Yes, companies plan to give raises to the rank-and-file in the coming year, but that’s not where most of the money’s going to go. The major story right now: variable pay.
That’s the key takeaway from Aon Hewitt’s last U.S. Salary Report.
According to the Aon Hewitt report, salaried exempt workers are expected to get a 3% bump in base pay in 2016.
Other studies confirm this projected increase. A separate salary report by WorldatWork projected a 3.1% increase in base pay next year for employees. That study included nonexempt hourly and salaried workers as well as exempt salaried and executive employees.
The real focus
The Aon Hewitt study projected that variable pay – bonuses and other cash awards – is expected to jump 12.7% next year for employers.
The trend of using variable pay has been growing steadily in recent years – and with good reason.
It allows firms to recognize and reward top performers for their efforts without the fixed costs associated with across-the-board pay increases.
One caution about setting up performance-based bonuses: Be sure the criteria doesn’t inadvertently reward the wrong behaviors.
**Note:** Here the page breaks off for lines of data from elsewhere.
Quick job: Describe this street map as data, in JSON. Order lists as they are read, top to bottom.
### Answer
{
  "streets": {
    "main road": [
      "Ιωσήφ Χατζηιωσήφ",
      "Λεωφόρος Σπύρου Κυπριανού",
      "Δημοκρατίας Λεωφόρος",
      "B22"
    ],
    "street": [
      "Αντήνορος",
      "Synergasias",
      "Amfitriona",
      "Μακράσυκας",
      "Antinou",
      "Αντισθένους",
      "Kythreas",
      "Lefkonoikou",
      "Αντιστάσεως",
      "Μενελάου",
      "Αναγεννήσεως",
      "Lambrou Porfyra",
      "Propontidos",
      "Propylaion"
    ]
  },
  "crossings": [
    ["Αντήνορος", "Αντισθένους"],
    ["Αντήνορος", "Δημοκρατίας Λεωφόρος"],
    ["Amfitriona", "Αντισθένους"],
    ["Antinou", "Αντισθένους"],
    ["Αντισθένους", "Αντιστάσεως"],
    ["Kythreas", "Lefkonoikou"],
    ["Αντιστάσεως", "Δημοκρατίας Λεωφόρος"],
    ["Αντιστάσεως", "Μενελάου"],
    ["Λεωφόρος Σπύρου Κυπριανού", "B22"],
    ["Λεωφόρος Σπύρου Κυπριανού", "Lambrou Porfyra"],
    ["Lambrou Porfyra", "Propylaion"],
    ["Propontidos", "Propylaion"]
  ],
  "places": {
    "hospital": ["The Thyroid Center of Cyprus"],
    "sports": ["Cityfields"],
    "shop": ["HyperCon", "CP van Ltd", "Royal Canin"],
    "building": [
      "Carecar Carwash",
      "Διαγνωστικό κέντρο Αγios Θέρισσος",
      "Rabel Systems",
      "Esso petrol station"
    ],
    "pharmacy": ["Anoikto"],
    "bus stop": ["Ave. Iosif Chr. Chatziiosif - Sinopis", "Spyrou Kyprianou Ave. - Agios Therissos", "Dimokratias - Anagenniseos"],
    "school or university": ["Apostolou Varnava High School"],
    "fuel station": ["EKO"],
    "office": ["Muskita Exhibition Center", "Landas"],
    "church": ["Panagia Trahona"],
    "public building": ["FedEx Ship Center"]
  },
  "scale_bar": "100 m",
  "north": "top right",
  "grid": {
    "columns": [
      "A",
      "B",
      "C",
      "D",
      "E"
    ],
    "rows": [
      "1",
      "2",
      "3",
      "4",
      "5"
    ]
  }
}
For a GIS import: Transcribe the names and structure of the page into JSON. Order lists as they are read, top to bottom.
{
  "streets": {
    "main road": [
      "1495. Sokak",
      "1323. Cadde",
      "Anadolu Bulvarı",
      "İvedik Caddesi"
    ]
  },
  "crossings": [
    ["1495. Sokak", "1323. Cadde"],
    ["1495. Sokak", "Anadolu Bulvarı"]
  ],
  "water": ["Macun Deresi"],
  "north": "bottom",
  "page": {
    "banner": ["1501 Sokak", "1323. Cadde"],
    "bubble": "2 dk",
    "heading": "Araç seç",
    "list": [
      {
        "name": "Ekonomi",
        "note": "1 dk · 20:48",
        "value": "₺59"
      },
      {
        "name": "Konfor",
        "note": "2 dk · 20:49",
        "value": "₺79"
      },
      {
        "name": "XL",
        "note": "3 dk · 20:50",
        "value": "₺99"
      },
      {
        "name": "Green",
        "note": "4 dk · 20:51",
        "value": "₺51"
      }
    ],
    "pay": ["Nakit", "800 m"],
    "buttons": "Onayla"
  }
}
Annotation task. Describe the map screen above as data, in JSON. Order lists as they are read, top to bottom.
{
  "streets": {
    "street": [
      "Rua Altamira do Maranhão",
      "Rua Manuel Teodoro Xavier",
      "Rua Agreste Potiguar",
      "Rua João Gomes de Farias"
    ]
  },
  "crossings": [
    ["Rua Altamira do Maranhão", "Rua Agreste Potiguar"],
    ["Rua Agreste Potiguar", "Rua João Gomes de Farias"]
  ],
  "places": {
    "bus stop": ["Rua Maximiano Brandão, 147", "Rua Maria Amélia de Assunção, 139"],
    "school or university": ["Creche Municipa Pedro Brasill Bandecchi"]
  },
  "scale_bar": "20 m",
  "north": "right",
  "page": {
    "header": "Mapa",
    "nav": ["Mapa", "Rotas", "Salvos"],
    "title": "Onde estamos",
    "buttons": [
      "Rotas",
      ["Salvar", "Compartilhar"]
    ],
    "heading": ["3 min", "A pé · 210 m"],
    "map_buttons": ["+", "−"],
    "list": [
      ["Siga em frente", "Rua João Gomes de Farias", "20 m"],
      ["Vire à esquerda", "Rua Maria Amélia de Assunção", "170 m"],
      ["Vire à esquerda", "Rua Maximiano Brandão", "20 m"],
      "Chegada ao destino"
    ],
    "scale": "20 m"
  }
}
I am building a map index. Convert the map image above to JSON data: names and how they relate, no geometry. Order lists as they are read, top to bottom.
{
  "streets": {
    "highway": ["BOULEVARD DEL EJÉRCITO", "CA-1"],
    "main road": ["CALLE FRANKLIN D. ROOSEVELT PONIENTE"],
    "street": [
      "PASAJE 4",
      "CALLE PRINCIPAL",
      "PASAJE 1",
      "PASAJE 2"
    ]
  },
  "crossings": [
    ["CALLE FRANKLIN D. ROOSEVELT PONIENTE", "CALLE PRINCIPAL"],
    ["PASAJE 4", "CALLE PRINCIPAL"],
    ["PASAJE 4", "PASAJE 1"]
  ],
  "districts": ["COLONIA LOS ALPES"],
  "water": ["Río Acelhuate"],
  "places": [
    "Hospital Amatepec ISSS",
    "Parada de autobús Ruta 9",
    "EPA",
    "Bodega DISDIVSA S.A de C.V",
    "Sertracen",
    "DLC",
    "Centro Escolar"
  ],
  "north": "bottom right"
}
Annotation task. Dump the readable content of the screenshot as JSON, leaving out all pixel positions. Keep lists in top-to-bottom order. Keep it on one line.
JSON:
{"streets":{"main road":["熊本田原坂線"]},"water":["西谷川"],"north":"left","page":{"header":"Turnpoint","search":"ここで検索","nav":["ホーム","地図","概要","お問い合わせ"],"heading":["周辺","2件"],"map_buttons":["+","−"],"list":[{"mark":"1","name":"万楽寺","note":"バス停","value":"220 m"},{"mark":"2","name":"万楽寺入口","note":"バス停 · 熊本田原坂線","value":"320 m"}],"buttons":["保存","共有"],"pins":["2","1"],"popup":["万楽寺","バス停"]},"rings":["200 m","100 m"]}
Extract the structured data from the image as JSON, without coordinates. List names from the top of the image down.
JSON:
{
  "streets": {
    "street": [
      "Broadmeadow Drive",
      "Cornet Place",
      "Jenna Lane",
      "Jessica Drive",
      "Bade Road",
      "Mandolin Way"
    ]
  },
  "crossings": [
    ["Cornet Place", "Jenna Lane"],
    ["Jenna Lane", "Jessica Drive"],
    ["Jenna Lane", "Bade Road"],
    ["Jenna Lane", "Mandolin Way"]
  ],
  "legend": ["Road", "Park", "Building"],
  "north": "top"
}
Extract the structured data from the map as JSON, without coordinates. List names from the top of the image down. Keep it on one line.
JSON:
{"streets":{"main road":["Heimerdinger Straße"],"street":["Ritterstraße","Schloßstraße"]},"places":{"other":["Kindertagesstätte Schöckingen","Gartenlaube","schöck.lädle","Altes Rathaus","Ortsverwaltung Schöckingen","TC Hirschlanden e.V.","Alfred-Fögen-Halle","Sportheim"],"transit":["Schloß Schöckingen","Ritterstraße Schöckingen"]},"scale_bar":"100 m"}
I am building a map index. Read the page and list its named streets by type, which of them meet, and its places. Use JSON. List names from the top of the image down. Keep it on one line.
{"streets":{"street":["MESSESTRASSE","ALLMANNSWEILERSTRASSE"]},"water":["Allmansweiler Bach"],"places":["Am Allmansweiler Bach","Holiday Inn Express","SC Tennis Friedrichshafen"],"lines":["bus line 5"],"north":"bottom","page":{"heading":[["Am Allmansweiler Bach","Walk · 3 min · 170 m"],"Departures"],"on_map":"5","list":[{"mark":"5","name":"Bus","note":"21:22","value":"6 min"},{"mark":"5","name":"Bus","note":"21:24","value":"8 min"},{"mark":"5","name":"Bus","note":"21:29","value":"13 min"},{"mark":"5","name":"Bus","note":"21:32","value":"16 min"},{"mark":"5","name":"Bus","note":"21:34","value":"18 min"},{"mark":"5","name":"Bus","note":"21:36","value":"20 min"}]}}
For example, if a bonus is based solely on how much money staffers save their departments in a year, some employees may cut corners on quality or service to reach the goal.
Raises vary by city
According to Aon Hewitt’s survey, workers in some U.S. cities can expect to see salary increases higher than the national average in 2016. These cities include:
- Washington, D.C. (3.8%)
- Dallas (3.5%)
- Minneapolis (3.3%), and
- Columbus, Houston and Seattle (3.2%).
Salary increases in 2016 are expected to be lower than national average in Kansas City (2.7%), Rochester (2.9%) and Philadelphia and Charlotte (2.8%).
Similar to the national average, projected spending on variable pay for 2016 shows record highs, particularly in Houston (16.5%), Boston (16.1%) and Minneapolis (13.0%).
Increases by Industry
Industries likely to see the highest salary increases in 2016 include telecommunications (3.4%); mining/milling (3.4%); insurance (3.2%) and automotive (3.2%). Industries with the lowest increases are projected to be energy (2.4%); education (2.5%); health care (2.6%); and forest and paper products/packaging (2.6%).